[Collected data]
....

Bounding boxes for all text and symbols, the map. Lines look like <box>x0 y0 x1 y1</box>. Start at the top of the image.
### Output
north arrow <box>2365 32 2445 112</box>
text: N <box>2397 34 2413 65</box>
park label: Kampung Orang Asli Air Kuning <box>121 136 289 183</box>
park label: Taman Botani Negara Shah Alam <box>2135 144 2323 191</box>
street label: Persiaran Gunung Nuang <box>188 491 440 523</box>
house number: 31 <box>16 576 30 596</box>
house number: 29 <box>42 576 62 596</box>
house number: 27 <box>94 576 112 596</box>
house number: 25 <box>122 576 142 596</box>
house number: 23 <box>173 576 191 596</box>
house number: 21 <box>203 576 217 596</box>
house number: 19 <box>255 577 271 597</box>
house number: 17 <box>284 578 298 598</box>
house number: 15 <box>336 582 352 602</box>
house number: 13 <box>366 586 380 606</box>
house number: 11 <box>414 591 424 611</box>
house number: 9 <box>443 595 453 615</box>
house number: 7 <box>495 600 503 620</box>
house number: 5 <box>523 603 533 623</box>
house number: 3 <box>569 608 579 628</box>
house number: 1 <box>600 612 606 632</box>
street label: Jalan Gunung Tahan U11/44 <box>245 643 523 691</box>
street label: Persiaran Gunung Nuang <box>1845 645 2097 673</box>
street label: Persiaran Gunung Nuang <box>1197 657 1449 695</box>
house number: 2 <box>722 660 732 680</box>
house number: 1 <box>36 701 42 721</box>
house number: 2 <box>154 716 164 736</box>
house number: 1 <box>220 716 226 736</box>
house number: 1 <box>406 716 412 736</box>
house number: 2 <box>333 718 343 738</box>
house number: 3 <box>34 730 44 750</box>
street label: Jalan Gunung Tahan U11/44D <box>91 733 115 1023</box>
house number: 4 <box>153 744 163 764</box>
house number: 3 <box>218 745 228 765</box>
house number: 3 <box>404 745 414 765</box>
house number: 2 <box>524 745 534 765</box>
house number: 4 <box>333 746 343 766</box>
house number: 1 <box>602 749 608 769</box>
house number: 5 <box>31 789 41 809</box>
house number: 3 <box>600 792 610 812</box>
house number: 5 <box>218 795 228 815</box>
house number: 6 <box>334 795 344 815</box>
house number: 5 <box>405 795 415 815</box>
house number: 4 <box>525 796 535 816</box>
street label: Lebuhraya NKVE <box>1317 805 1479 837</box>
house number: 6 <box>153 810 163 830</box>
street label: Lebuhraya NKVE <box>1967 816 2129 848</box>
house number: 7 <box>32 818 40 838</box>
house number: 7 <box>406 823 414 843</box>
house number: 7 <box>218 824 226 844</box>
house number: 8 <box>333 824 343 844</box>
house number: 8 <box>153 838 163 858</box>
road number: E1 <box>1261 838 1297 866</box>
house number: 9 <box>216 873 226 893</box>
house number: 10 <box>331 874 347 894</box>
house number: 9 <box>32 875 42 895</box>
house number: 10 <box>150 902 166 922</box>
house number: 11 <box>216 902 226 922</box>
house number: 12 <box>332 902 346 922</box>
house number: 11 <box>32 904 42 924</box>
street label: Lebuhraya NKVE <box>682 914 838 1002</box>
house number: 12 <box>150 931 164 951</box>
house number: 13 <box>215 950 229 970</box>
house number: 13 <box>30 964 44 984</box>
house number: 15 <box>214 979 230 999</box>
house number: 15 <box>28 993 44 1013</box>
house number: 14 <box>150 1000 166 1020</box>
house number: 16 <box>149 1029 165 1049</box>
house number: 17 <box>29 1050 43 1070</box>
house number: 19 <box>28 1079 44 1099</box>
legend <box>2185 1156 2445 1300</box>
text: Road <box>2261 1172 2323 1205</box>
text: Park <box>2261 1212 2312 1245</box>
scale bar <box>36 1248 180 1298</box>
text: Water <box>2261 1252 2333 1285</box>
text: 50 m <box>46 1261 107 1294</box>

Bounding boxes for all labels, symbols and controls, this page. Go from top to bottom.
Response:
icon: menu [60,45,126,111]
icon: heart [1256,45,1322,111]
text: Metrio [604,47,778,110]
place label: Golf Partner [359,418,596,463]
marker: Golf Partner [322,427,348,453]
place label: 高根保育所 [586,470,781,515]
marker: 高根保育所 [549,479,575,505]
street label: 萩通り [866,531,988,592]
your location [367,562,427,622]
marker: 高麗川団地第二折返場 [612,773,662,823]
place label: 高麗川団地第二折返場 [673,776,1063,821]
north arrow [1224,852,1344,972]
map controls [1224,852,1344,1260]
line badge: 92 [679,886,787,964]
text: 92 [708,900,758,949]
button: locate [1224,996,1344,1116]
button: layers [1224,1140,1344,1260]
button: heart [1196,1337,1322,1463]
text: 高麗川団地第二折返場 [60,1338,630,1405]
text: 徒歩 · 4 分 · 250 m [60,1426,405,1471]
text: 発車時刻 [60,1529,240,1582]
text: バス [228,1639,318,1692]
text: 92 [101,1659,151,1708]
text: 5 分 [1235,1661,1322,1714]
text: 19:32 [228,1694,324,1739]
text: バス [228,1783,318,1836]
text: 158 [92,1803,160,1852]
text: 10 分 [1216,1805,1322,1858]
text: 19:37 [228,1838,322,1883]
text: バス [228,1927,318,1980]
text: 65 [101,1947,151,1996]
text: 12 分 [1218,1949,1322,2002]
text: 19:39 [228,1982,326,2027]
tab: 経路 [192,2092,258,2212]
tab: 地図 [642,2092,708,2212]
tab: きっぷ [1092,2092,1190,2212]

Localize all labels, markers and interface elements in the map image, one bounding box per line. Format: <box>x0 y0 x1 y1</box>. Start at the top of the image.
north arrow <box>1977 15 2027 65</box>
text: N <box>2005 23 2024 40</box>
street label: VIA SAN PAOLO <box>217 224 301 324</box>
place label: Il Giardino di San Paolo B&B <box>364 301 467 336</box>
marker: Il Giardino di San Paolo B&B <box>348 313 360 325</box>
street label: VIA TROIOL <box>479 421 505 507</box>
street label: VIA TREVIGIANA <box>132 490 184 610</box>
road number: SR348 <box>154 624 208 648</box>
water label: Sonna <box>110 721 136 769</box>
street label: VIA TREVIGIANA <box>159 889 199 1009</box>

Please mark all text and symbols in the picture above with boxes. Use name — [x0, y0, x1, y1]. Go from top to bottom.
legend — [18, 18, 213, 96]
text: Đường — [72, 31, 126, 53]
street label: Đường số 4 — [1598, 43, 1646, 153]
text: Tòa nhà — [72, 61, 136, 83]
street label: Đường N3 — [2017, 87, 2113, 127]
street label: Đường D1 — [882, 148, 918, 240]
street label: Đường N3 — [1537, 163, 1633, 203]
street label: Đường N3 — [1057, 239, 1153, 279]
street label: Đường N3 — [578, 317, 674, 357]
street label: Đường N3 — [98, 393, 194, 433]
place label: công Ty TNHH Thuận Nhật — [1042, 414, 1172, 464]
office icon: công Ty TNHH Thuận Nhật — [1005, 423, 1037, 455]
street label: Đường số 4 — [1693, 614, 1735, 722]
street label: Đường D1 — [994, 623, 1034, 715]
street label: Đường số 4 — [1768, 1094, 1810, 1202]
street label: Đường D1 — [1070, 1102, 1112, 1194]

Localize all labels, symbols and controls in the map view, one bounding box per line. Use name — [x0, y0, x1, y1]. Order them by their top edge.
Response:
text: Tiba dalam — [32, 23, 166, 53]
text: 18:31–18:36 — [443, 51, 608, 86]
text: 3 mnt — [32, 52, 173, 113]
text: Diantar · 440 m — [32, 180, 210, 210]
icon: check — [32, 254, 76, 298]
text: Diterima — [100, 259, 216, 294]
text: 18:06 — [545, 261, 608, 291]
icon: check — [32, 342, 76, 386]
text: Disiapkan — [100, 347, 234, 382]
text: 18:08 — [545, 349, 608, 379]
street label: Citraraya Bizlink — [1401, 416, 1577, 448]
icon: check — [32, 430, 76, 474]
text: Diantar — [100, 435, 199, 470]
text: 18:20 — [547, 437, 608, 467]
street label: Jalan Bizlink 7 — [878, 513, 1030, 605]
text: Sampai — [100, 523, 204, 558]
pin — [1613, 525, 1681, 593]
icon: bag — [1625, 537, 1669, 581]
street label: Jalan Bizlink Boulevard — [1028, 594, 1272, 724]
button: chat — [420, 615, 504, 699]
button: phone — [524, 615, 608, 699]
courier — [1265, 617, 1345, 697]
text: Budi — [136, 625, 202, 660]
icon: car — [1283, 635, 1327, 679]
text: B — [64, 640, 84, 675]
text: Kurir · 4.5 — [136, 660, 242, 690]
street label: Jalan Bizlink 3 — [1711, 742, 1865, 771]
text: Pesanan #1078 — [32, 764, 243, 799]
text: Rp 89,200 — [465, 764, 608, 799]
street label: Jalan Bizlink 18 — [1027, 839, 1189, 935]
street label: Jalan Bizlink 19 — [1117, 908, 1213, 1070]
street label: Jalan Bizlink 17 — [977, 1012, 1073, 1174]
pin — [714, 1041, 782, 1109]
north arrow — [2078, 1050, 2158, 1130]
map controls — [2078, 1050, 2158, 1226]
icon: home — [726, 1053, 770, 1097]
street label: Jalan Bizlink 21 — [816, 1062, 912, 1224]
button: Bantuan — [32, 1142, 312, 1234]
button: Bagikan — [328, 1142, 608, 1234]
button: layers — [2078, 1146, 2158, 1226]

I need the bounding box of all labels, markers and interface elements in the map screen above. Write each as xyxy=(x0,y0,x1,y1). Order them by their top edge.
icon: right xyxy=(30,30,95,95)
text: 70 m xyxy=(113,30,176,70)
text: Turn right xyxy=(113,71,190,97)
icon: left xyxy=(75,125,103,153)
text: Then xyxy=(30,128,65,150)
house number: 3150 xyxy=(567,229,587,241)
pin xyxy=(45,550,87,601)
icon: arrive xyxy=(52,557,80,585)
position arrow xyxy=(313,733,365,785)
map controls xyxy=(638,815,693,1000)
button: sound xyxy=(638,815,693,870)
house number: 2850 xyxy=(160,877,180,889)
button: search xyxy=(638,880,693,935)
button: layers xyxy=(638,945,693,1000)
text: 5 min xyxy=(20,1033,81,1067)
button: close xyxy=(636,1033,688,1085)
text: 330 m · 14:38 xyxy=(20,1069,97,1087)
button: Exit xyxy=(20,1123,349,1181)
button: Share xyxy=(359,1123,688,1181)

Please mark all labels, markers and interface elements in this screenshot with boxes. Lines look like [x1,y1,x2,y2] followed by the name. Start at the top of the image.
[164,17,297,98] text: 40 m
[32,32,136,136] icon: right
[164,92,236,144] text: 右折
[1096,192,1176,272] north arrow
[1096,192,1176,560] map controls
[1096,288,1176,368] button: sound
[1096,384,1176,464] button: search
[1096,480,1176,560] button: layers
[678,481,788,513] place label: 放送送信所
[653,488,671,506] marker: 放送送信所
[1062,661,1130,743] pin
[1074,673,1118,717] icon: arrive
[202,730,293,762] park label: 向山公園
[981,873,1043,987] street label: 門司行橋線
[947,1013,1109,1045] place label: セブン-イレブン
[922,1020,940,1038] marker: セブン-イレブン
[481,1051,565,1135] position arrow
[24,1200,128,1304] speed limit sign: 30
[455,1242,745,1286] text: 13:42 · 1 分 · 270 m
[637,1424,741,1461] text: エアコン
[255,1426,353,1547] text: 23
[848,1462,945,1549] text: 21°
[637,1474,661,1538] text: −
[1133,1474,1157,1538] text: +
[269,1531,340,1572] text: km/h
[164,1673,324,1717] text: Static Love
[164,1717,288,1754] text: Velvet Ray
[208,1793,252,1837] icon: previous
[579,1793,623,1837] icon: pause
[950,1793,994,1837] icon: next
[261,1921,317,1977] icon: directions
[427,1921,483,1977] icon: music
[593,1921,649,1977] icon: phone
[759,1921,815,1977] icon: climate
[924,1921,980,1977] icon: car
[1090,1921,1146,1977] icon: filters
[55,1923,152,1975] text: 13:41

....

▶ [Problem details]
How many lines above include the word "Bizlink"? Answer with the number alone.

▶ [Solution for this exercise]
8